__Input records__
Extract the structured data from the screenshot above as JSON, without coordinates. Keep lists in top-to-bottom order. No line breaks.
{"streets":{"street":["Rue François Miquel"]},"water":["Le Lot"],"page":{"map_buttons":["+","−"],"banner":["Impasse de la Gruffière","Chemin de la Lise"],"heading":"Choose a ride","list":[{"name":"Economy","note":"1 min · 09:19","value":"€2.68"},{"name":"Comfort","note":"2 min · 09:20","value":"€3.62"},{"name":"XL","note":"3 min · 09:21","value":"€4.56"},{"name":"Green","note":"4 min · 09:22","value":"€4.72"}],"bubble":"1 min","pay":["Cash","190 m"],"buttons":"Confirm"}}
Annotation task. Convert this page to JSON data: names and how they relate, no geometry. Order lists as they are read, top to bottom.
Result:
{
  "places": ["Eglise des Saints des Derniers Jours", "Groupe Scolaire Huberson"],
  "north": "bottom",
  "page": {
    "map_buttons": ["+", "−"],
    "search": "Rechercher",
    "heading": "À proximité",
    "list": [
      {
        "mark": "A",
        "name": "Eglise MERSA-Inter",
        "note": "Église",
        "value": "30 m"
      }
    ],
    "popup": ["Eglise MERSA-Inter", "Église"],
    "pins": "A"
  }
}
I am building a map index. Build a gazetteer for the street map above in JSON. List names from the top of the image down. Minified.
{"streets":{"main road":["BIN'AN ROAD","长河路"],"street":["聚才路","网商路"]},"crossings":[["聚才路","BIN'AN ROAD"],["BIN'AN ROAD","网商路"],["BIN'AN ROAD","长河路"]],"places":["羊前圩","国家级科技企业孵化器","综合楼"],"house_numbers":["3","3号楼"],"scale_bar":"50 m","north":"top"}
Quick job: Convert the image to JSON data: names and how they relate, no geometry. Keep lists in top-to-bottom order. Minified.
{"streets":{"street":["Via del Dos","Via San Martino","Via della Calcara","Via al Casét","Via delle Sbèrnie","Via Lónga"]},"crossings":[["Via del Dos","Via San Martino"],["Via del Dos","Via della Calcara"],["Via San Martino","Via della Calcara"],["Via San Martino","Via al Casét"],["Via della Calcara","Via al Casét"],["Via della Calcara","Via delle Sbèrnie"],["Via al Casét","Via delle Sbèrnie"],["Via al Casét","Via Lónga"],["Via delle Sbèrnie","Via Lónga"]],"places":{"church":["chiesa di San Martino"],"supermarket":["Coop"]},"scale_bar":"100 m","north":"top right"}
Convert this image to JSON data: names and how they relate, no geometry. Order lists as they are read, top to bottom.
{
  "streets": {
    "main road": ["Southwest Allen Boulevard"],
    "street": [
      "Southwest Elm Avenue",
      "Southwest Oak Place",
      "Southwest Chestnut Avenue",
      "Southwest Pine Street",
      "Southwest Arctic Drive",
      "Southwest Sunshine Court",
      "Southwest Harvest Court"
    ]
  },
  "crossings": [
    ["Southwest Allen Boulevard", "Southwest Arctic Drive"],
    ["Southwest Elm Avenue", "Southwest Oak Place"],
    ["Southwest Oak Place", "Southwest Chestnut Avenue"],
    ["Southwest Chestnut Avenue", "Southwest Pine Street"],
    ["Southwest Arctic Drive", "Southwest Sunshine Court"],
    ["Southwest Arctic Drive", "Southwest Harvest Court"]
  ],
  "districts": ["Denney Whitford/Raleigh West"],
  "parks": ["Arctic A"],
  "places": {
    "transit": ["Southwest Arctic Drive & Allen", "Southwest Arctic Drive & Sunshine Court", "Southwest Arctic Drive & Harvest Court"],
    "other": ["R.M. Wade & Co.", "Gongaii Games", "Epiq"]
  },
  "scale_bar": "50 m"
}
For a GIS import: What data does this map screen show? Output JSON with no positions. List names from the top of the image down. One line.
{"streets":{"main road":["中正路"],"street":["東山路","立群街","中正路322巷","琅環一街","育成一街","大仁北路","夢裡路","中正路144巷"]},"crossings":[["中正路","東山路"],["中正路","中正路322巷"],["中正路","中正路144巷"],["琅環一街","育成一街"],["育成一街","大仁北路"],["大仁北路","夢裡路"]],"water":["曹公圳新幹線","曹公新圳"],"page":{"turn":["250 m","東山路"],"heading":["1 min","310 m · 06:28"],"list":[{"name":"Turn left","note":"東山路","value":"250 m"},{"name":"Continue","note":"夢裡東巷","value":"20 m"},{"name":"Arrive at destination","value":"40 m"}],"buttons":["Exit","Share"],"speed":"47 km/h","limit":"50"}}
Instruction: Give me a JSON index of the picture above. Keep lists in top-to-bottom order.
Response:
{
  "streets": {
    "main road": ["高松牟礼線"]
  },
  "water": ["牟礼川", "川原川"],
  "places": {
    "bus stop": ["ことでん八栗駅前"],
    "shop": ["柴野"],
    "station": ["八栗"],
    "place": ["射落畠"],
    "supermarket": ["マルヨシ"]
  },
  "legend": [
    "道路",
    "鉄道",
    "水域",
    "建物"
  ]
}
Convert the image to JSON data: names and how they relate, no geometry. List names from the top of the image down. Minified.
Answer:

__Work task__
Would you reproduce all of the data exactly, without a single alteration?

__Answer below__
Extract the structured data from the screenshot above as JSON, without coordinates. Keep lists in top-to-bottom order. No line breaks.
{"streets":{"street":["Rue François Miquel"]},"water":["Le Lot"],"page":{"map_buttons":["+","−"],"banner":["Impasse de la Gruffière","Chemin de la Lise"],"heading":"Choose a ride","list":[{"name":"Economy","note":"1 min · 09:19","value":"€2.68"},{"name":"Comfort","note":"2 min · 09:20","value":"€3.62"},{"name":"XL","note":"3 min · 09:21","value":"€4.56"},{"name":"Green","note":"4 min · 09:22","value":"€4.72"}],"bubble":"1 min","pay":["Cash","190 m"],"buttons":"Confirm"}}
Annotation task. Convert this page to JSON data: names and how they relate, no geometry. Order lists as they are read, top to bottom.
Result:
{
  "places": ["Eglise des Saints des Derniers Jours", "Groupe Scolaire Huberson"],
  "north": "bottom",
  "page": {
    "map_buttons": ["+", "−"],
    "search": "Rechercher",
    "heading": "À proximité",
    "list": [
      {
        "mark": "A",
        "name": "Eglise MERSA-Inter",
        "note": "Église",
        "value": "30 m"
      }
    ],
    "popup": ["Eglise MERSA-Inter", "Église"],
    "pins": "A"
  }
}
I am building a map index. Build a gazetteer for the street map above in JSON. List names from the top of the image down. Minified.
{"streets":{"main road":["BIN'AN ROAD","长河路"],"street":["聚才路","网商路"]},"crossings":[["聚才路","BIN'AN ROAD"],["BIN'AN ROAD","网商路"],["BIN'AN ROAD","长河路"]],"places":["羊前圩","国家级科技企业孵化器","综合楼"],"house_numbers":["3","3号楼"],"scale_bar":"50 m","north":"top"}
Quick job: Convert the image to JSON data: names and how they relate, no geometry. Keep lists in top-to-bottom order. Minified.
{"streets":{"street":["Via del Dos","Via San Martino","Via della Calcara","Via al Casét","Via delle Sbèrnie","Via Lónga"]},"crossings":[["Via del Dos","Via San Martino"],["Via del Dos","Via della Calcara"],["Via San Martino","Via della Calcara"],["Via San Martino","Via al Casét"],["Via della Calcara","Via al Casét"],["Via della Calcara","Via delle Sbèrnie"],["Via al Casét","Via delle Sbèrnie"],["Via al Casét","Via Lónga"],["Via delle Sbèrnie","Via Lónga"]],"places":{"church":["chiesa di San Martino"],"supermarket":["Coop"]},"scale_bar":"100 m","north":"top right"}
Convert this image to JSON data: names and how they relate, no geometry. Order lists as they are read, top to bottom.
{
  "streets": {
    "main road": ["Southwest Allen Boulevard"],
    "street": [
      "Southwest Elm Avenue",
      "Southwest Oak Place",
      "Southwest Chestnut Avenue",
      "Southwest Pine Street",
      "Southwest Arctic Drive",
      "Southwest Sunshine Court",
      "Southwest Harvest Court"
    ]
  },
  "crossings": [
    ["Southwest Allen Boulevard", "Southwest Arctic Drive"],
    ["Southwest Elm Avenue", "Southwest Oak Place"],
    ["Southwest Oak Place", "Southwest Chestnut Avenue"],
    ["Southwest Chestnut Avenue", "Southwest Pine Street"],
    ["Southwest Arctic Drive", "Southwest Sunshine Court"],
    ["Southwest Arctic Drive", "Southwest Harvest Court"]
  ],
  "districts": ["Denney Whitford/Raleigh West"],
  "parks": ["Arctic A"],
  "places": {
    "transit": ["Southwest Arctic Drive & Allen", "Southwest Arctic Drive & Sunshine Court", "Southwest Arctic Drive & Harvest Court"],
    "other": ["R.M. Wade & Co.", "Gongaii Games", "Epiq"]
  },
  "scale_bar": "50 m"
}
For a GIS import: What data does this map screen show? Output JSON with no positions. List names from the top of the image down. One line.
{"streets":{"main road":["中正路"],"street":["東山路","立群街","中正路322巷","琅環一街","育成一街","大仁北路","夢裡路","中正路144巷"]},"crossings":[["中正路","東山路"],["中正路","中正路322巷"],["中正路","中正路144巷"],["琅環一街","育成一街"],["育成一街","大仁北路"],["大仁北路","夢裡路"]],"water":["曹公圳新幹線","曹公新圳"],"page":{"turn":["250 m","東山路"],"heading":["1 min","310 m · 06:28"],"list":[{"name":"Turn left","note":"東山路","value":"250 m"},{"name":"Continue","note":"夢裡東巷","value":"20 m"},{"name":"Arrive at destination","value":"40 m"}],"buttons":["Exit","Share"],"speed":"47 km/h","limit":"50"}}
Instruction: Give me a JSON index of the picture above. Keep lists in top-to-bottom order.
Response:
{
  "streets": {
    "main road": ["高松牟礼線"]
  },
  "water": ["牟礼川", "川原川"],
  "places": {
    "bus stop": ["ことでん八栗駅前"],
    "shop": ["柴野"],
    "station": ["八栗"],
    "place": ["射落畠"],
    "supermarket": ["マルヨシ"]
  },
  "legend": [
    "道路",
    "鉄道",
    "水域",
    "建物"
  ]
}
Convert the image to JSON data: names and how they relate, no geometry. List names from the top of the image down. Minified.
Answer:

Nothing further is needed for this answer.